Read the records beneath this task and copy every line that contains the string "rotate".
[RECORDS SUPPLIED Boundary: Start]
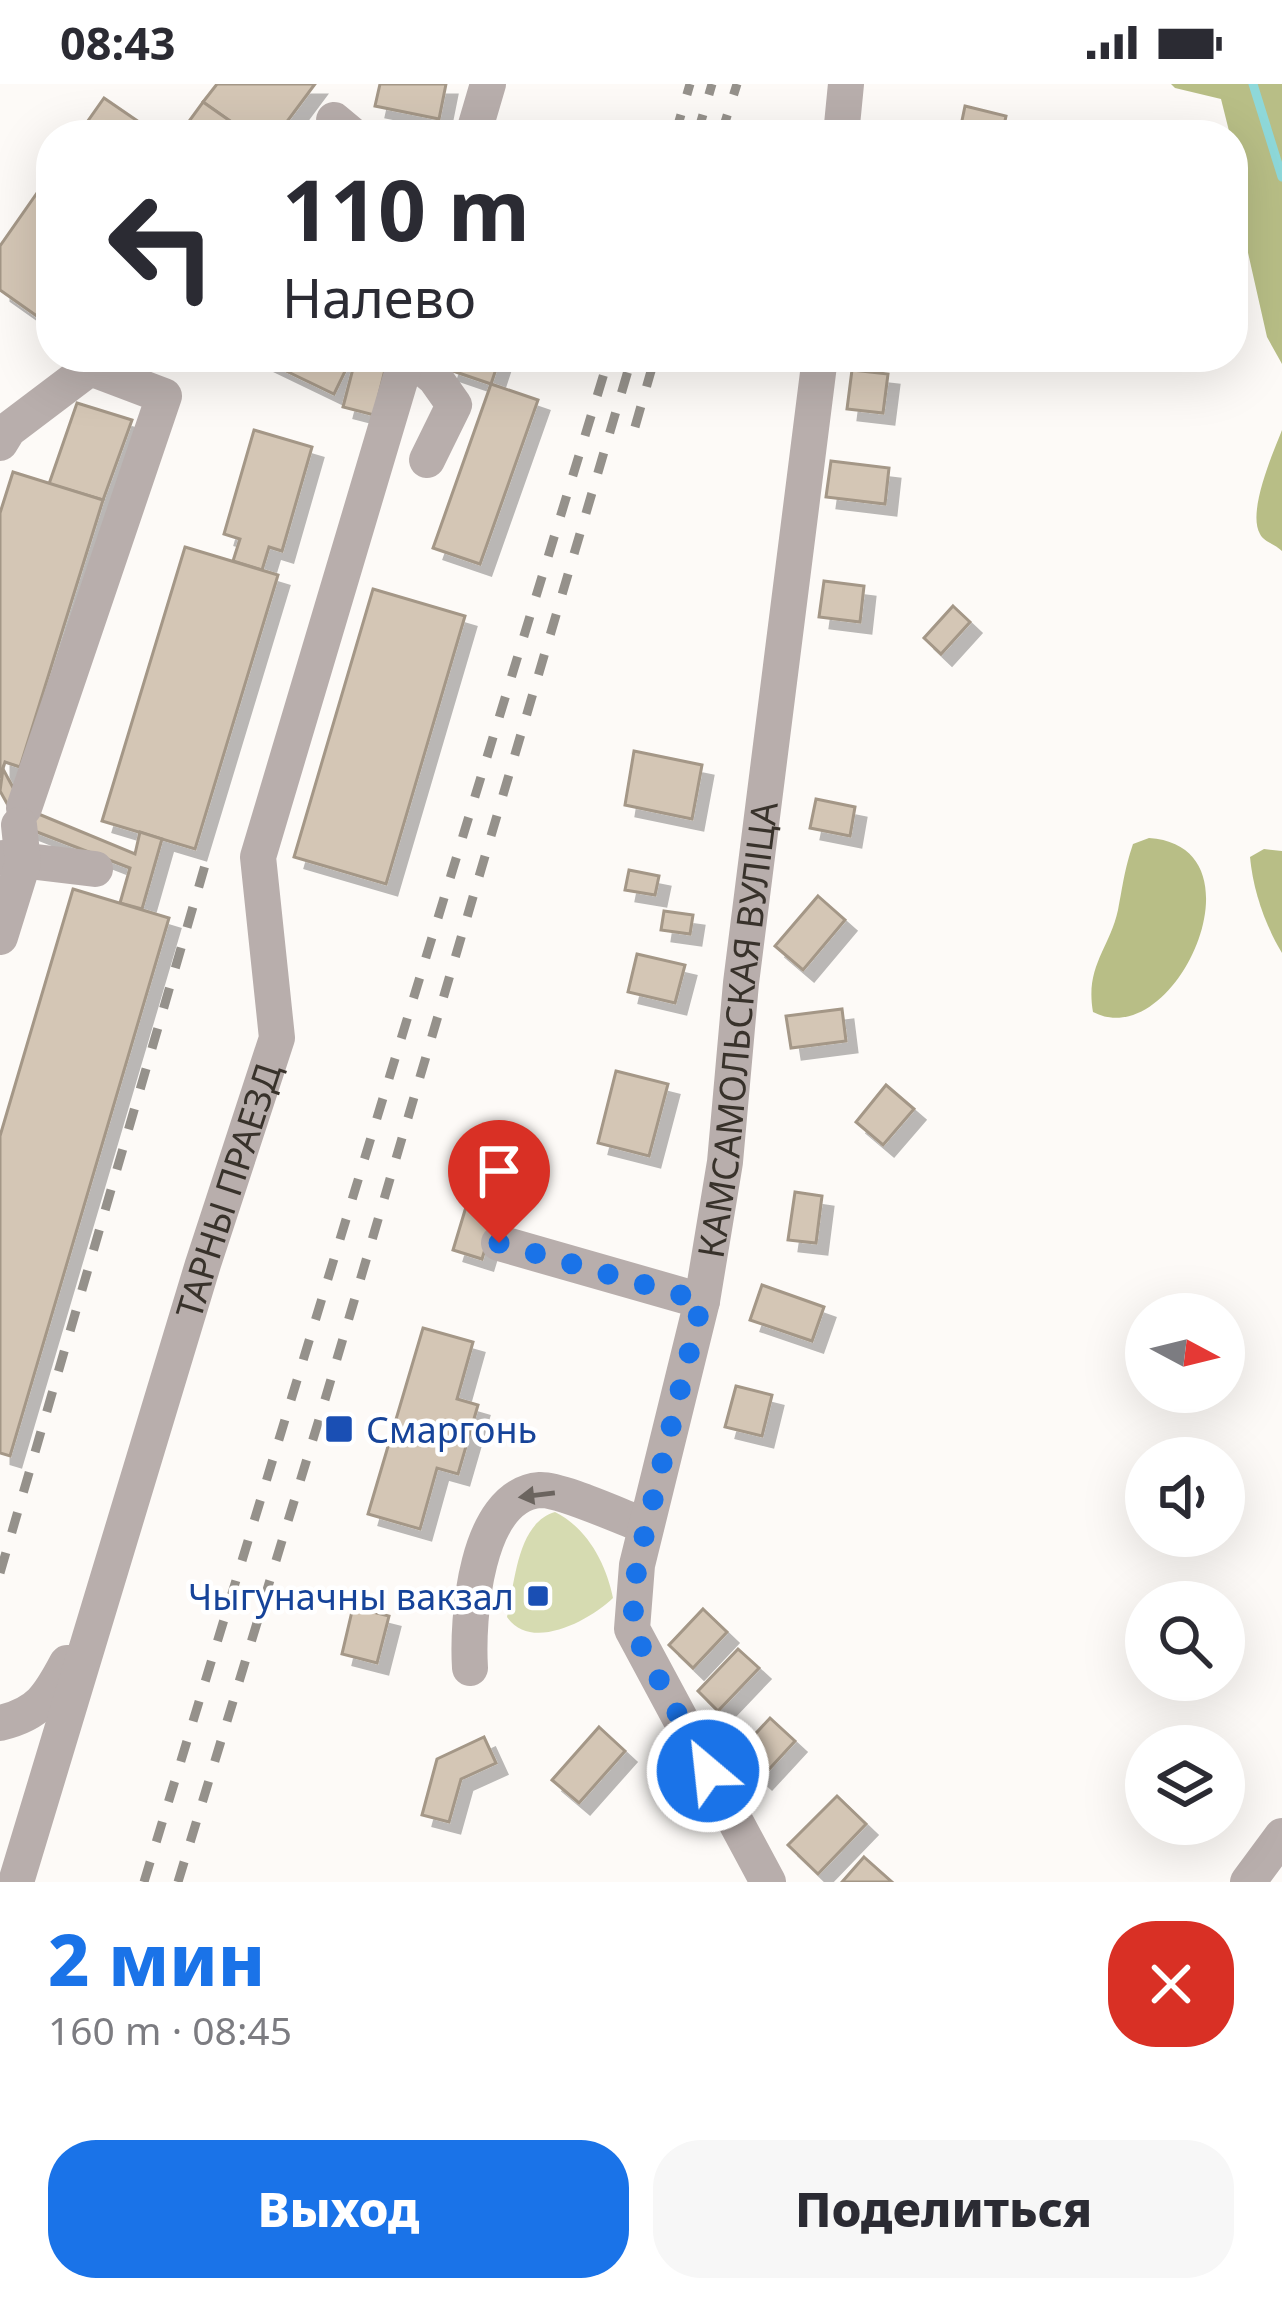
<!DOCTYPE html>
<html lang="ru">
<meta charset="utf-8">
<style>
body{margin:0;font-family:"Noto Sans",sans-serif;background:#f7f7f7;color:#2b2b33;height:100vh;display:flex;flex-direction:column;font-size:45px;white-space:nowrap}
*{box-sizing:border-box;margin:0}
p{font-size:39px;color:#7c7c81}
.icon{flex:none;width:66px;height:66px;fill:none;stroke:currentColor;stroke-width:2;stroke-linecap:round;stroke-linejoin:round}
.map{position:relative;height:1798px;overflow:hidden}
.details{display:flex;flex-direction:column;background:#fff;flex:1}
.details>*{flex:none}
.banner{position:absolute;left:36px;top:36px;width:1212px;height:252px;border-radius:48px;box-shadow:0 12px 48px #0002;background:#fff;color:#2b2b33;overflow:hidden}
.needle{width:78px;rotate:97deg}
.buttons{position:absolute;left:1125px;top:1209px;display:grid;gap:24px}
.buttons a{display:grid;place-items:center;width:120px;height:120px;border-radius:50%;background:#fff;box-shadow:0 12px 48px #0002;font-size:60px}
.pin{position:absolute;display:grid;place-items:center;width:102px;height:102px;color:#fff;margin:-123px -51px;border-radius:50% 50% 50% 0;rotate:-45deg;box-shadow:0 0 12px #0007}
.pin .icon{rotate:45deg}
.me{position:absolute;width:132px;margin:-66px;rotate:332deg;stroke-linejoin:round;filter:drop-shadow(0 0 9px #0008)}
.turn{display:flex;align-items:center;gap:42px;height:252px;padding:0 48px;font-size:54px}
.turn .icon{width:156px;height:156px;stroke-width:2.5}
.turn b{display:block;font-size:84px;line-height:102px}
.round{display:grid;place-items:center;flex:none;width:126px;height:126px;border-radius:48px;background:#f7f7f7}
.head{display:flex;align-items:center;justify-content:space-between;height:204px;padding:0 48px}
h1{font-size:72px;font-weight:800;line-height:90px;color:#1a73e8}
.action{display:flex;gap:24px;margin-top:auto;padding:24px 48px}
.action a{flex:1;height:138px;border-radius:48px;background:#1a73e8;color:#fff;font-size:48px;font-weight:800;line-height:138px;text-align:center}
.action a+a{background:#f7f7f7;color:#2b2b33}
.status{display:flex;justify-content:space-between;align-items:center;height:84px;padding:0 60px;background:#fff;direction:ltr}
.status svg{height:33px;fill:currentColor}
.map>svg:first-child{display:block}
.green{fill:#d6dbb1}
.forest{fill:#b8be86}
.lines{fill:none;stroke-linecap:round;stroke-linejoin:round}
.stream{stroke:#8ed8d9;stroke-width:9}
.building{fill:#d4c6b5;stroke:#a49787;stroke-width:3;filter:url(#shadow)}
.minor{stroke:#b8aeac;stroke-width:36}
.rail{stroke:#95918b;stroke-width:9;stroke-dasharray:21 21;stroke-linecap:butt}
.oneway{fill:#6b645f}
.route{stroke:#1a73e8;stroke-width:21;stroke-dasharray:0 37.8}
.transit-dot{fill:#1a4fb4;stroke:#fff;stroke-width:4.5}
.labels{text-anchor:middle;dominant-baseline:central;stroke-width:9;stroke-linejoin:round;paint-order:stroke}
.street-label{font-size:36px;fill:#38322b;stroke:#fff}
.transit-label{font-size:36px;fill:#164399;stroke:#fff;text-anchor:start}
</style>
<div class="status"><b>08:43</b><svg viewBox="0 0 49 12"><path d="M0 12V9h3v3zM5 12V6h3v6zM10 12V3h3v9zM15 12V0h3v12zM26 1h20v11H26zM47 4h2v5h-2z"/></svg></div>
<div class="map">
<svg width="1282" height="1798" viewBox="0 0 1282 1798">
<defs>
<filter id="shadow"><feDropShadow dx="11" dy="11" stdDeviation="0" flood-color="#0004"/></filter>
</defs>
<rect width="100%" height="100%" fill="#fdfaf7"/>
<path class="green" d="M555 1428C587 1444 606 1479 613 1514 589 1537 531 1568 507 1533 515 1499 517 1439 555 1428Z"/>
<g class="forest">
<path d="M1171 0H1282V280L1267 253 1244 151 1233 51H1230L1221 15 1175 4Z"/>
<path d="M1282 346V467C1275 460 1264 458 1260 450 1247 428 1273 369 1282 346Z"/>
<path d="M1149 754C1269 762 1175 971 1093 928 1085 882 1109 866 1118 826 1123 801 1124 787 1133 760Z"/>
<path d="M1264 765 1282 767V869C1265 841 1253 806 1250 773Z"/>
</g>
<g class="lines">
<path class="stream" d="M1253 0 1282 93"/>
</g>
<g class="building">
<path d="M217 0H315L277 51H250L203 18Z"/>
<path d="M380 0H446L439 35 375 22Z"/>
<path d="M104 14 158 51H78Z"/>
<path d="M203 18 250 51H179Z"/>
<path d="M965 22 1006 32 1002 51H959Z"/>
<path d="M51 89V242L0 206V162Z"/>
<path d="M257 273H352L334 310Z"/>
<path d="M356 273H388L374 331 343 323Z"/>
<path d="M451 273H500L491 300 447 285Z"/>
<path d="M852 286 888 290 883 329 847 325Z"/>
<path d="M491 300 538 316 480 480 433 464Z"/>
<path d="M77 319 132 336 103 416 49 400Z"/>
<path d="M254 346 312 363 282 467 269 463 262 486 233 477 240 455 224 450Z"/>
<path d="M831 377 889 384 885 420 826 413Z"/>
<path d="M13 388 103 416 20 683 5 678 0 694V429Z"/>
<path d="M185 463 278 491 195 765 102 737Z"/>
<path d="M824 497 864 502 860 538 819 533Z"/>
<path d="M373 505 465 532 386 800 294 773Z"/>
<path d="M953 522 970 538 941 570 924 554Z"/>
<path d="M634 667 702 681 692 735 625 721Z"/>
<path d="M3 685 24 724 135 770 140 748 162 755 142 825 120 819 130 784 19 741 0 707Z"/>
<path d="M816 715 855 723 850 752 810 744Z"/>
<path d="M629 786 659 792 655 811 625 806Z"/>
<path d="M73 805 169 834 10 1372 0 1369V1052Z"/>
<path d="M818 812 845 836 803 886 775 862Z"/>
<path d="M664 827 693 831 690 850 661 846Z"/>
<path d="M637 870 685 881 675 919 628 908Z"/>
<path d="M842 925 846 957 791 964 786 932Z"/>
<path d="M616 987 668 1000 649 1072 598 1059Z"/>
<path d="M886 1001 914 1025 883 1061 856 1038Z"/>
<path d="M475 1093 504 1102 482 1175 453 1166Z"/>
<path d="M795 1108 822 1112 816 1159 788 1156Z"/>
<path d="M762 1201 824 1223 812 1257 750 1236Z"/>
<path d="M423 1244 473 1258 457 1315 478 1321 458 1390 437 1384 420 1445 368 1430Z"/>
<path d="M736 1302 772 1311 762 1352 725 1343Z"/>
<path d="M353 1523 389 1532 377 1579 342 1570Z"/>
<path d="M703 1525 727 1548 693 1584 669 1561Z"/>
<path d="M738 1565 759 1584 718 1627 698 1607Z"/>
<path d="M770 1634 795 1657 761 1694 736 1671Z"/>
<path d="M599 1643 625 1667 579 1719 552 1696Z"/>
<path d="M484 1653 496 1679 461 1695 449 1738 422 1731 437 1675Z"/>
<path d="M837 1712 866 1740 818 1790 788 1761Z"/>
<path d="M864 1773 892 1798H842Z"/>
</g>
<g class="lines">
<g class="minor">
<path d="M334 36 352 51"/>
<path d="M473 51 488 0"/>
<path d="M841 51 846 0"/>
<path d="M410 273 435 294 454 321 427 376"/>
<path d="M0 359 8 346 90 284 164 312 24 724"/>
<path d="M3 774 95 785"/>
<path d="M0 853 23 779 19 741"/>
<path d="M499 1159 702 1217"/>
<path d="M470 1584C467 1536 475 1411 540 1406 561 1405 623 1434 646 1442"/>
<path d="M0 1639C39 1630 49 1613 67 1579"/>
<path id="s1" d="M16 1798 203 1180 277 954 258 773 407 273"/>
<path id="s2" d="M768 1798 632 1545 637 1481 702 1217 725 1078 741 899 820 273"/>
<path d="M1248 1798 1282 1752"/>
</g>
<g class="rail">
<path d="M675 51 690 0"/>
<path d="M697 51 712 0"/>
<path d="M721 51 737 0"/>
<path d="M635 343 655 273"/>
<path d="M0 1489 208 771"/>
<path d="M144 1798 609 273"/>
<path d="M178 1798 324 1319 632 273"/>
</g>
</g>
<defs><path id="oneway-solid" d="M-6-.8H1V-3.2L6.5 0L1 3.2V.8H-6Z" transform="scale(3)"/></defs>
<use class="oneway" href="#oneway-solid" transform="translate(537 1411) rotate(173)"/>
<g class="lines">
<path class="route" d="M499 1159 702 1217 637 1481 632 1545 708 1687"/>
</g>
<g class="transit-dot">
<rect x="324" y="1330" width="30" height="30" rx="6"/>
<rect x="526" y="1500" width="24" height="24" rx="6"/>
</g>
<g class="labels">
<g class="street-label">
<text stroke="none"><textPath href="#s2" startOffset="897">КАМСАМОЛЬСКАЯ ВУЛІЦА</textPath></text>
<text stroke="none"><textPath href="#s1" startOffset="723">ТАРНЫ ПРАЕЗД</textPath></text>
</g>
<g class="transit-label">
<text x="366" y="1345">Смаргонь</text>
<text x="514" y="1512" text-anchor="end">Чыгуначны вакзал</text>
</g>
</g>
</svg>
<div class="buttons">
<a><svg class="needle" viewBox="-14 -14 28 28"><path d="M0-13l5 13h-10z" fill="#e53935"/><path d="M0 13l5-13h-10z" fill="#7c7c81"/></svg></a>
<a><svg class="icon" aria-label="sound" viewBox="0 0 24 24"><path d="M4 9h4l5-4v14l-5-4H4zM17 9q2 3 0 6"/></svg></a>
<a><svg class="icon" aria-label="search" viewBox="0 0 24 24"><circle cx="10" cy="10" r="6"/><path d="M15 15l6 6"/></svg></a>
<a><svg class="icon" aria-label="layers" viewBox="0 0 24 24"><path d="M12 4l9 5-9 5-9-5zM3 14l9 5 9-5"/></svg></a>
</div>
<div class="pin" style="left:499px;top:1159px;background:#d93025"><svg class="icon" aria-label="arrive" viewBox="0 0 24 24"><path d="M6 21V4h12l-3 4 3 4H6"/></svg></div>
<svg class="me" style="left:708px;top:1687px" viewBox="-20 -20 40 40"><circle r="17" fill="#1a73e8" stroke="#fff" stroke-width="3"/><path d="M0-11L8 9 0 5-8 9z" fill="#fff"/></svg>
<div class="banner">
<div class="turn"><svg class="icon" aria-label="left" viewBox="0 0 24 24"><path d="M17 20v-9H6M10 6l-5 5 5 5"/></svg><div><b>110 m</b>Налево</div></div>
</div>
</div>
<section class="details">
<div class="head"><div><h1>2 мин</h1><p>160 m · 08:45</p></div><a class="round" style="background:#d93025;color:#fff"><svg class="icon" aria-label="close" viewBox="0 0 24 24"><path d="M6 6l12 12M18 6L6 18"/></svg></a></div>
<div class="action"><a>Выход</a><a>Поделиться</a></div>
</section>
[RECORDS SUPPLIED Boundary: End]
* ANSWER TO THIS TASK:
.needle{width:78px;rotate:97deg}
.pin{position:absolute;display:grid;place-items:center;width:102px;height:102px;color:#fff;margin:-123px -51px;border-radius:50% 50% 50% 0;rotate:-45deg;box-shadow:0 0 12px #0007}
.pin .icon{rotate:45deg}
.me{position:absolute;width:132px;margin:-66px;rotate:332deg;stroke-linejoin:round;filter:drop-shadow(0 0 9px #0008)}
<use class="oneway" href="#oneway-solid" transform="translate(537 1411) rotate(173)"/>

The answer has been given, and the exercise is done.